Richie deliberated briefly, then decided to make a detour on his way to the airport to pick up a doll. “I was like yeah, let’s do that, it’s a Mexican tradition,” he says. “If she doesn't come to Mexico, we will take Mexico to her.” He wrote on the plushy toy’s white jacket: “MEXICO STILL LOVES U… paws up!”

Little did he know that when he did, in fact, throw the Simi onstage — hitting Gaga in the head while she performed her Top Gun: Maverick theme song “Hold My Hand” — it would cause an international stir.

Video and stills of what some perceived as an attack careened around social media. BuzzFeed weighed in with this headline: “How Do Some Fans Think This Is OK?”: Lady Gaga Got Hit In The Head By Something While Performing, And This Needs To Stop.” Some Gaga fans attempted to lay down the law about what can and can’t be done at her concerts.

The kneejerk reaction online missed out on the broader context of Richie’s gesture. Dr. Simi, the character the dolls depict, was created by Mexican pharmacy chain Farmacias Similar and is based on comedy movie actor Joaquín Pardavé, whose height of fame was in the 1940s. The plushy dolls are handmade by people with disabilities in Puebla, Mexico, at Residencia Doña Cinia, a respite center for the ill. More than 400 people are involved in making 80,000 dolls every year. (Farmacias Similar did not respond to Input’s request for comment.)

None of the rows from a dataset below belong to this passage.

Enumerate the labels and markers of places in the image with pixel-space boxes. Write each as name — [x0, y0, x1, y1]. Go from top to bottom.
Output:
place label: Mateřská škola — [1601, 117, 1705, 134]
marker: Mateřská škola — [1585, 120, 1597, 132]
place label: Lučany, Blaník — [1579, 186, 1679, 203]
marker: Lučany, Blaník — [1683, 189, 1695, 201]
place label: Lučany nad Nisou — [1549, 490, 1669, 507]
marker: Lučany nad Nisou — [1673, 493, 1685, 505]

The person most commonly believed to have originated the Dr. Simi meme is Twitter user @SadJuxn. They claimed to have thrown the first Dr. Simi at a concert — specifically a November 2021 Mexico City show by pop star Aurora. (@SadJuxn did not respond to a request for comment.) Since then, Ed Maverick and Gorillaz have had Dr. Simis thrown at them onstage. South Korean pop group KARD got a raft of Dr. Simis hurled at them in late July.

The idea of Mexican music fans taking dolls to concerts isn’t anything new, according to Pati Pé, one half of Mexican synth-rock duo Los Licuadoras. “At ska concerts, people like to get a doll in their bags as a childish game,” she says. “Elmo from Sesame Street is the most famous and usual to carry.”

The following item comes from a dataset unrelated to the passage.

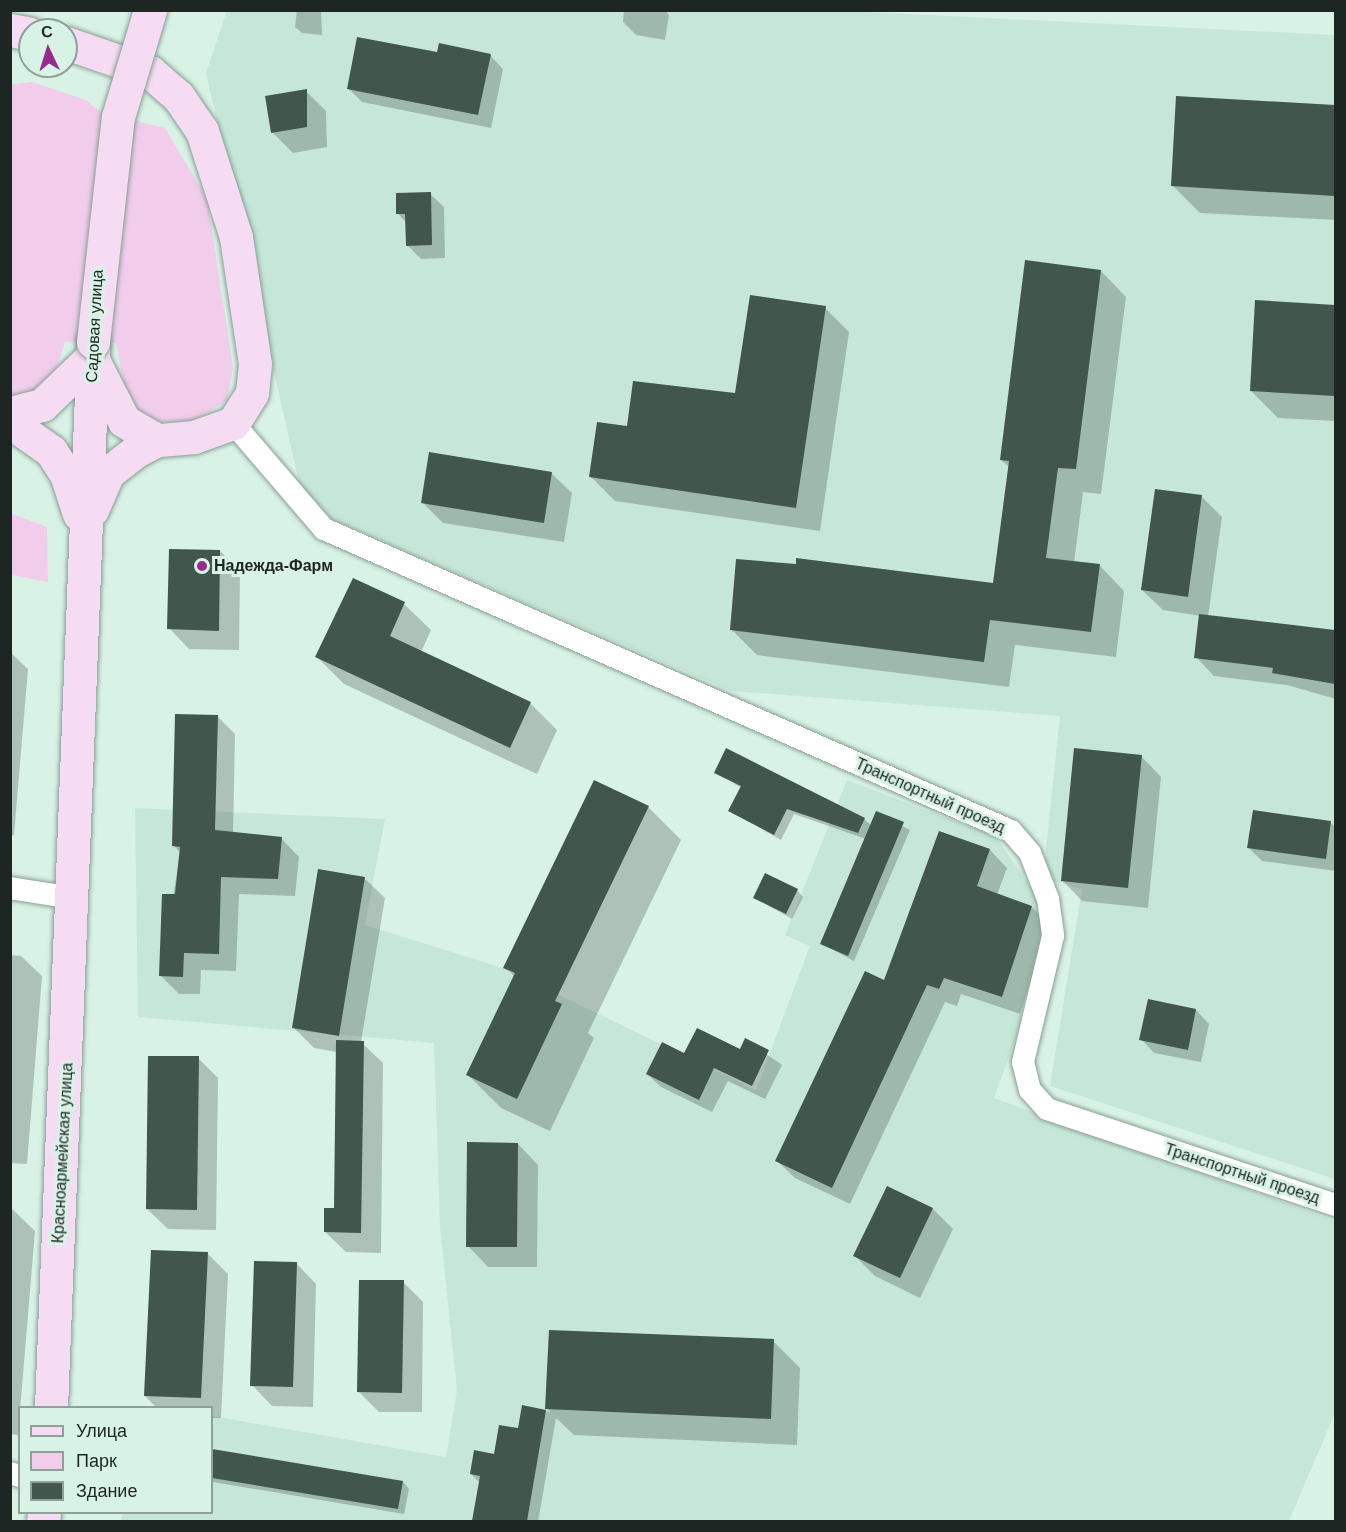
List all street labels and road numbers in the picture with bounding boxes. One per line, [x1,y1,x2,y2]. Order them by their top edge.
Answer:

Those in the know realize the spirit in which the doll-tossing is meant. “It is not an aggressive mood,” says Pé. “It’s [meant to be taken] in a funny mood. A gratitude mood. To share a precious toy with their favorite artists. It’s just a game, a joke.”

Richie insists his gesture was loving. “It was never my intention to hit her in the head,” he says. “I just wanted her to see the plushy or maybe grab it, but it didn’t go as planned.” He says that he’s been surprised by the negative response. “It’s been so weird,” he says. “There’s been so much hate on [Twitter].” He adds that he does appreciate some of the memes that have been made about the incident though.

Richie remains worried that, unlike artists in the past, Gaga didn’t grab the toy at the end of the concert. He wonders whether the performer didn’t take the doll due to COVID fears. “I don’t know if someone on her team [took Dr. Simi], but hopefully she saw some of the tweets about it,” he says. “I just wanted her to see it.”